PROBLEM:
Scan the records for the string "names"; copy each line where it occurs.

[SUPPLIED INFORMATION Boundary: Start]

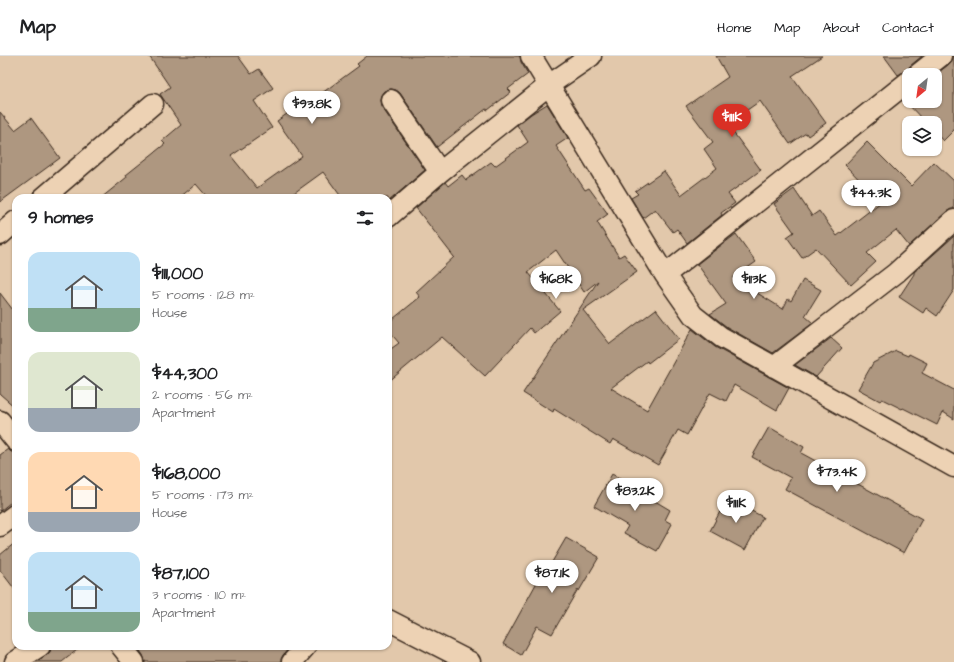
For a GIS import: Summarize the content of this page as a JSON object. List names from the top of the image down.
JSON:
{
  "north": "bottom left",
  "page": {
    "header": "Map",
    "nav": [
      "Home",
      "Map",
      "About",
      "Contact"
    ],
    "price": [
      "$93.8K",
      "$111K",
      "$44.3K",
      "$168K",
      "$113K",
      "$73.4K",
      "$83.2K",
      "$111K",
      "$87.1K"
    ],
    "heading": "9 homes",
    "list": [
      {
        "name": "$111,000",
        "note": "5 rooms · 128 m² · House"
      },
      {
        "name": "$44,300",
        "note": "2 rooms · 56 m² · Apartment"
      },
      {
        "name": "$168,000",
        "note": "5 rooms · 173 m² · House"
      },
      {
        "name": "$87,100",
        "note": "3 rooms · 110 m² · Apartment"
      }
    ]
  }
}
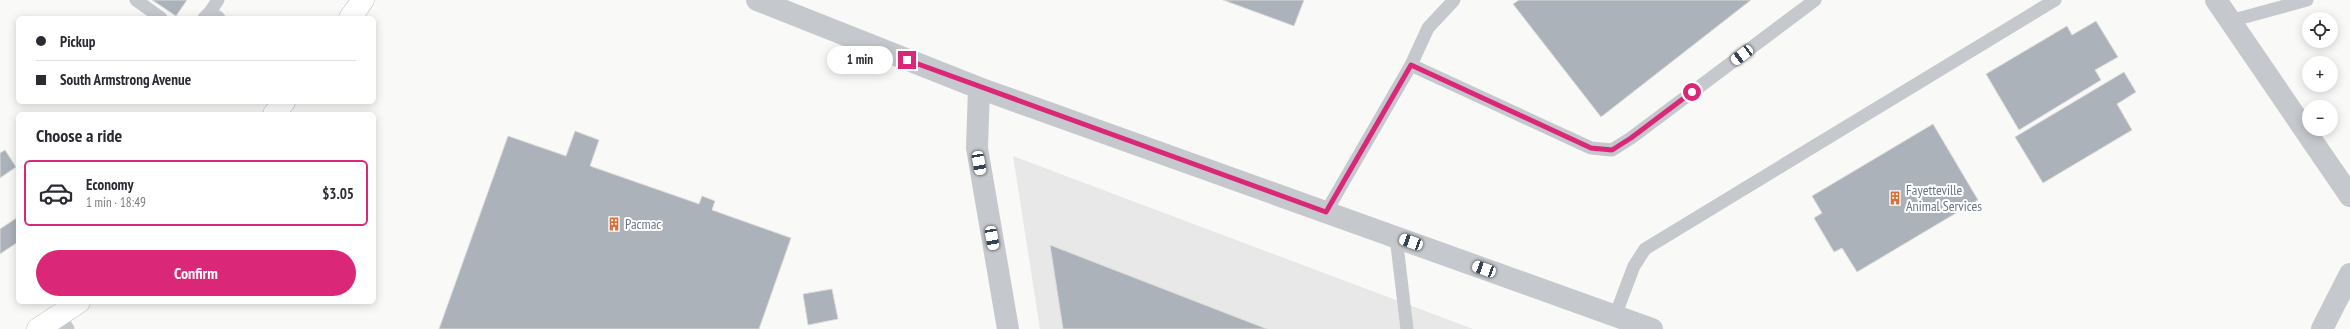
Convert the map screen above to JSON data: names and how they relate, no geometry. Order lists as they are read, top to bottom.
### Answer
{
  "places": {
    "building": ["Fayetteville Animal Services", "Pacmac"]
  },
  "page": {
    "map_buttons": ["+", "−"],
    "banner": ["Pickup", "South Armstrong Avenue"],
    "bubble": "1 min",
    "heading": "Choose a ride",
    "list": [
      {
        "name": "Economy",
        "note": "1 min · 18:49",
        "value": "$3.05"
      }
    ],
    "buttons": "Confirm"
  }
}
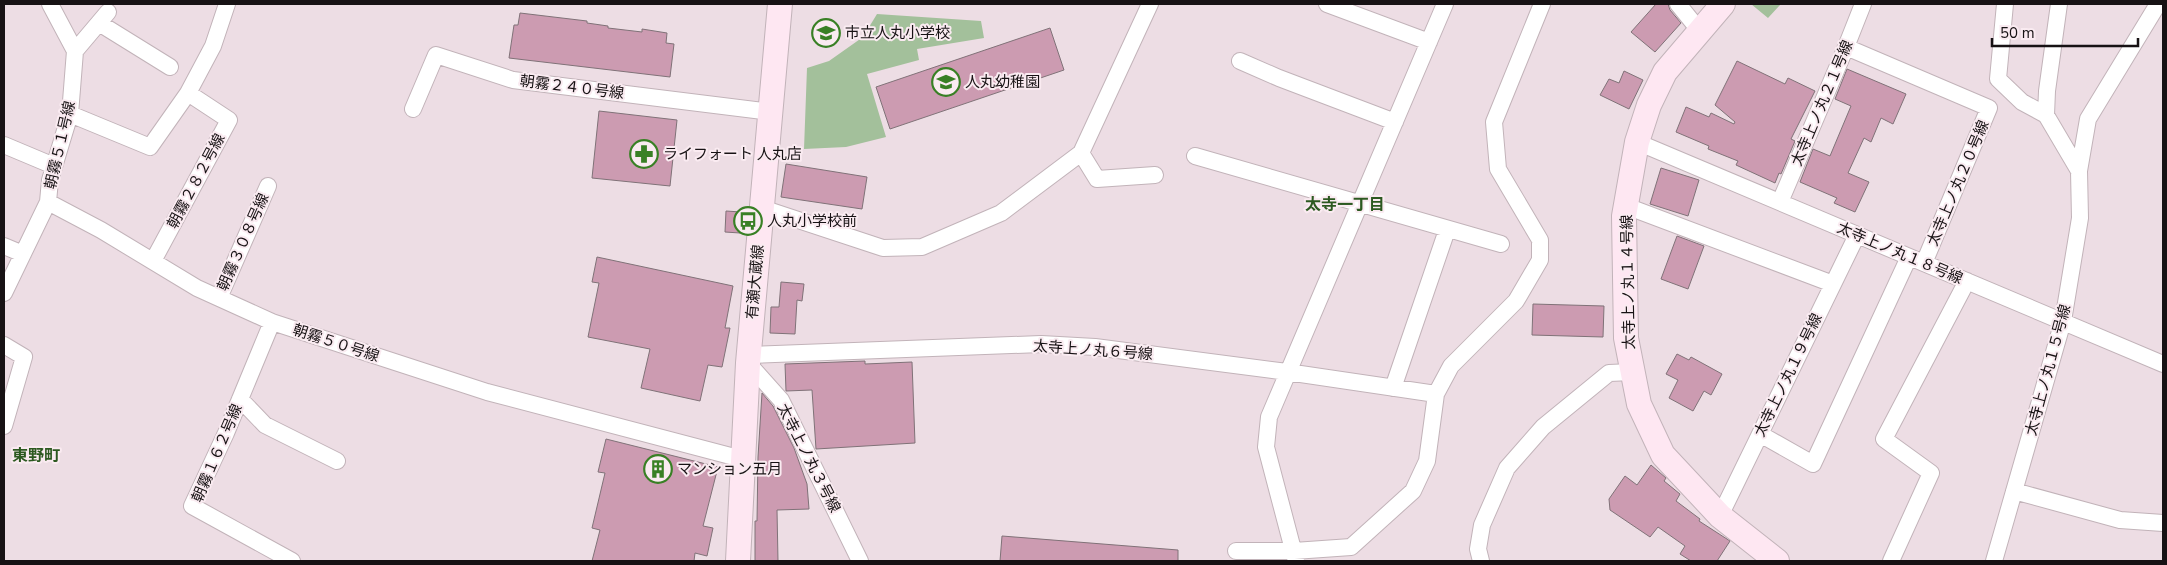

[SUPPLIED INFORMATION Boundary: End]

FINAL ANSWER:
For a GIS import: Summarize the content of this page as a JSON object. List names from the top of the image down.
Convert the map screen above to JSON data: names and how they relate, no geometry. Order lists as they are read, top to bottom.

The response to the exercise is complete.